It’s not unusual for a workplace to develop a culture whereby colleagues regularly joke with each other. The question is to what extent employers need to step in to prevent inappropriate behaviour leading to potential claims against the business. Small business owner managers may be reluctant to be seen as a killjoy stepping in to stop jokes amongst staff. However, a fine line can exist between a light-hearted atmosphere among a happy productive team and employees overstepping the mark and leaving the business open to claims.
Potential issues arising from office banter include:
- Allegations of bullying leading to internal complaints and claims for constructive dismissal
- Claims for discriminatory harassment under the Equality Act
- Claims that the employer is vicariously liable for harassment under the Protection from Harassment Act
The key to defending claims is to ensure that employees are clear that any workplace culture or office banter must not offend or isolate members of staff and stress that any jokes, nicknames or conversations must not relate to any protected characteristic (ie sex, race, age, disability, religion or belief, sexual orientation or gender reassignment). Further, the business must not just pay lip service to such a policy but actively investigate any complaints and take appropriate action. Managers must not stand by and tolerate clearly offensive conduct but take steps to prevent it.
It is important to remember that harassment under the Equality Act is expressly defined to include conduct that may not be intentional but nevertheless has the effect of harassing an individual. Harassment is defined as:
- Unwanted conduct
- That has the purpose or effect
- Of violating an employee’s dignity or creating an intimidating, hostile, degrading, humiliating or offensive environment.

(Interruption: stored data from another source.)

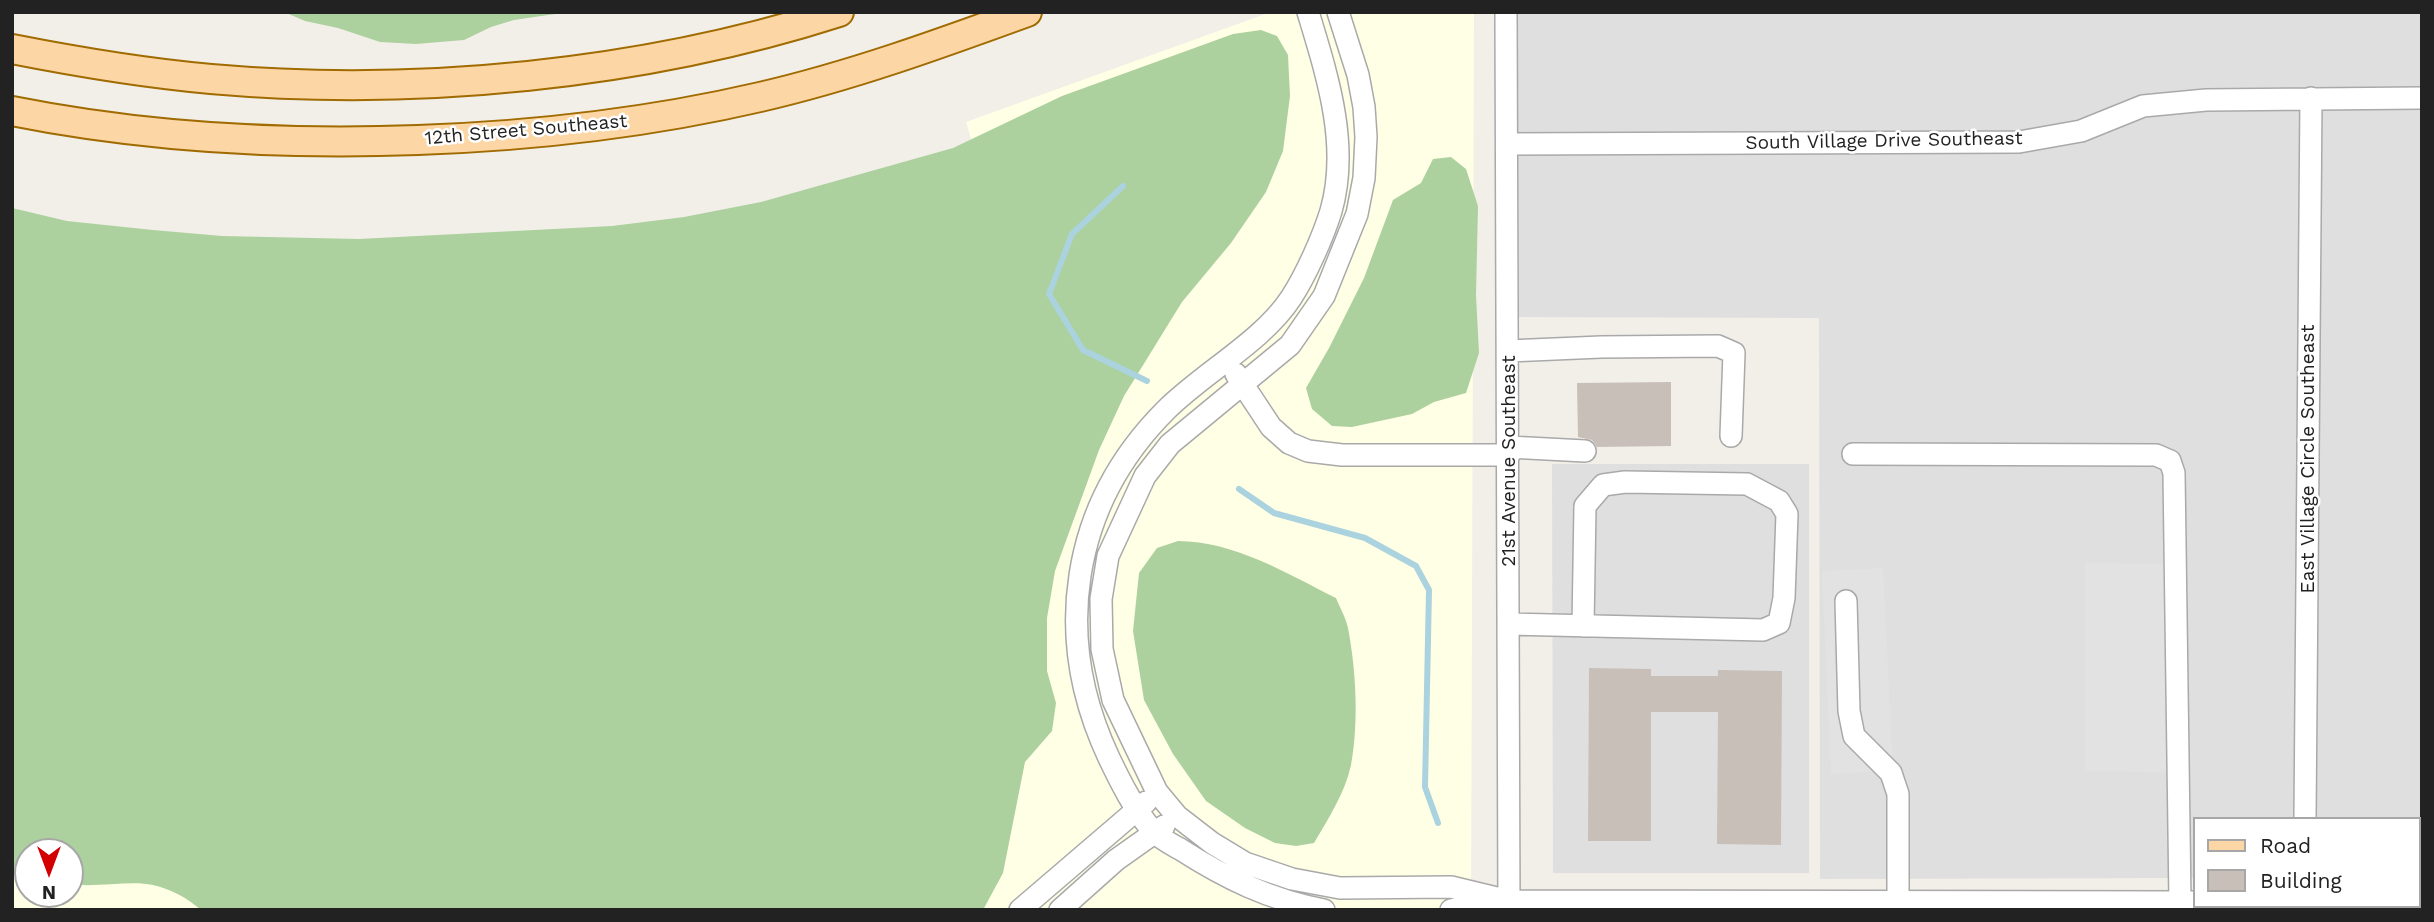 <!DOCTYPE html>
<html>
<head>
<meta charset="utf-8">
<style>
  body { margin:0 }
  #map { position:relative; width:2434px; height:922px; overflow:hidden; background:#f2efe9; font-family:"Work Sans",sans-serif }
  canvas { display:block }
  .frame { position:absolute; inset:0; border:14px solid #222; pointer-events:none }
  .legend { position:absolute; left:2193px; top:817px; width:228px; height:91px; box-sizing:border-box; background:#fff; border:2px solid #a7a7a7; margin:0; padding:9px 12px; list-style:none; font-size:21px; color:#222 }
  .legend li { display:flex; align-items:center; gap:14px; height:35px }
  .legend b { width:35px; border:2px solid #a7a7a7 }
  .north { position:absolute; left:14px; top:838px; width:70px; height:70px; box-sizing:border-box; background:#fff; border:2px solid #a7a7a7; border-radius:50%; rotate:180deg; font-size:19px; font-weight:700; line-height:28px; text-align:center; color:#222 }
  .north::after { content:''; display:block; margin:auto; width:24px; height:32px; background:#d40000; clip-path:polygon(50% 0,100% 100%,50% 72%,0 100%) }
</style>
</head>
<body>
<div id="map">
<canvas width="2434" height="922"></canvas>
<div class="frame"></div>
<ul class="legend">
<li><b style="height:9px;background:#fcd6a4"></b>Road</li>
<li><b style="height:19px;background:#c7bfb8"></b>Building</li>
</ul>
<div class="north">N</div>
</div>
<script>
const g = document.querySelector('canvas').getContext('2d');
g.lineJoin = 'round';
function fillPath(path, color) { g.fillStyle = color; g.fill(path, 'evenodd'); }
function stroke(path, color, width, dash) { g.strokeStyle = color; g.lineWidth = width; g.lineCap = dash ? 'butt' : 'round'; g.setLineDash(dash || []); g.stroke(path); }
function label(font, color, halo, rows, align = 'center') {
  g.font = font + ' "Work Sans",sans-serif'; g.lineWidth = 5; g.setLineDash([]); g.textBaseline = 'middle'; g.strokeStyle = halo; g.fillStyle = color; for (const [text, x, y, turn = 0] of rows) {
    g.save(); g.translate(x, y); g.rotate((+turn || 0) * Math.PI / 180); g.textAlign = isNaN(turn) ? turn : align; if (halo) g.strokeText(text, 0, 0); g.fillText(text, 0, 0); g.restore();
  }
}
const residential = new Path2D(`
  M1513,12H2422V910H2224L2223,906H2418V819H2194V878L1820,879L1819,318L1517,317Z
  M1552,464H1809V873H1553Z`);
const education = new Path2D(`
  M1271,12H1474L1471,910H12V786L1021,303L966,122ZM28,852H70V894H28Z`);
const forest = new Path2D(`
  M284,12H569L514,20L491,27L464,40L416,44L380,42L338,28L305,21Z
  M1261,30L1277,36L1288,55L1290,96L1283,151L1266,192L1231,243L1182,302L1124,396L1099,450L1055,571L1047,618V671L1056,703L1052,731L1025,762L1003,873L983,910H201C187,898 171,889 153,885C130,880 96,888 70,884V852H28V877L12,874V208L67,221L153,230L222,236L359,239L612,226L684,217L761,202L953,148L1062,96L1233,34Z
  M1451,157L1466,169L1478,206L1476,295L1479,353L1466,393L1434,402L1412,414L1352,427L1332,426L1312,409L1306,388L1329,348L1364,278L1393,200L1421,183L1433,159Z
  M1178,541C1234,541 1288,574 1336,598C1340,608 1346,618 1348,628C1356,670 1359,722 1351,765C1345,793 1328,819 1314,843L1296,846L1275,843L1245,828L1206,801L1173,754L1144,700L1133,631L1139,573L1157,548Z`);
const parking = new Path2D(`
  M2085,563L2188,564L2187,772L2085,771Z
  M1883,568L1893,771L1831,774L1822,571Z`);
const stream = new Path2D(`
  M1123,186L1072,234L1049,294L1083,350L1147,381
  M1239,489L1274,513L1365,538L1416,566L1429,590L1425,787L1438,823`);
const building = new Path2D(`
  M1671,382V446L1597,447L1592,440L1578,437L1577,383Z
  M1589,668L1651,669V676H1718V670L1782,671L1781,845L1717,844L1718,712H1651V841H1588Z`);
const minor = new Path2D(`
  M1308,12C1327,75 1350,145 1331,211C1323,237 1306,275 1291,298C1263,341 1203,373 1166,410C1070,506 1052,637 1109,758C1121,783 1134,809 1152,830C1159,838 1171,844 1180,849C1225,878 1270,900 1324,910
  M1338,12L1358,75L1364,107L1366,137L1364,178L1357,214L1324,296L1290,345L1170,444L1145,476L1108,556L1101,599L1102,649L1113,700L1157,792L1177,816L1212,843L1245,863L1292,879L1340,888L1451,887L1509,901
  M1506,12L1509,910
  M1508,144L2019,142L2081,131L2143,106L2206,100L2422,98
  M1508,351L1601,347L1718,346L1734,353L1731,436
  M1236,374L1271,427L1289,443L1308,451L1342,455H1509
  M1509,447L1585,451
  M1853,454L2156,455L2170,461L2174,473L2180,902
  M1846,601L1849,711L1854,736L1891,773L1898,794V902
  M1509,624L1763,630L1779,623L1784,598L1787,514L1779,501L1747,484L1625,482L1603,485L1585,506L1583,626
  M2305,819L2311,98
  M2418,900H2422
  M1020,910L1146,802
  M1060,910L1116,860L1164,826
  M1451,910L1509,901L2193,902`);
const major = new Path2D(`
  M12,49C78,62 144,73 211,79C416,97 643,75 839,12
  M12,111C147,138 281,145 418,140C533,136 648,123 760,97C851,76 939,44 1027,12`);
const streetNames = [
  ["12th Street Southeast",526,130,-5],
  ["South Village Drive Southeast",1884,141,-1],
  ["East Village Circle Southeast",2308,459,-90],
  ["21st Avenue Southeast",1509,461,-90]
];
fillPath(residential, '#e0dfdf');
fillPath(education, '#ffffe5');
fillPath(forest, '#add19e');
fillPath(parking, '#e2e2e2');
stroke(stream, '#aad3df', 6);
fillPath(building, '#c7bfb8');
stroke(minor, '#a9a9a9', 24);
stroke(major, '#a06b00', 32);
stroke(minor, '#fff', 21);
stroke(major, '#fcd6a4', 28);
label('19px', '#222', '#fff', streetNames);
</script>
</body>
</html>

In deciding the effect of the conduct, a Tribunal will look at the circumstances of the case and the perception of the individual concerned before determining whether or not it was reasonable for the conduct to have that effect. An oversensitive employee might not succeed but if a reasonable person in those circumstances would be offended or humiliated, the case will be made out even when the team genuinely did not realise that their behaviour had that effect.
So what can employers do to protect themselves? The Equality Act gives employers a statutory defence if they have taken all reasonable steps to prevent their employees from harassing the individual. What is reasonable will of course depend on the circumstances and the size and resources available to the employer, but the following can go a long way to establishing a statutory defence:
- A clear and unambiguous policy on bullying and harassment setting out what is not considered acceptable in the workplace
- Making sure that the policy is widely disseminated and reinforced, for example in an induction process
- Reacting to any formal or informal complaints by thoroughly and promptly investigating allegations and taking appropriate disciplinary action against those found to have breached the policy
- Ensuring that managers who overhear or witness any potentially offensive conduct take steps to ensure it is not repeated
This would also go a long way to escaping vicarious liability under the Protection from Harassment Act and in defending a constructive dismissal claim. In Assamoi v Spirit Pub Company, the Employment Appeal Tribunal confirmed that an employee was not constructively dismissed where his manager had behaved badly toward him but the actions of more senior managers in upholding his grievance and taking steps to rectify the situation prevented the circumstances escalating into a state of affairs that justified the employee leaving.
Any employer facing a formal or informal complaint that an employee has been bullied or faces potentially discriminatory harassment from their colleagues would be well advised to seek help from a specialist employment lawyer to ensure that the complaint is handled in a way that minimises the risk of a claim against the business.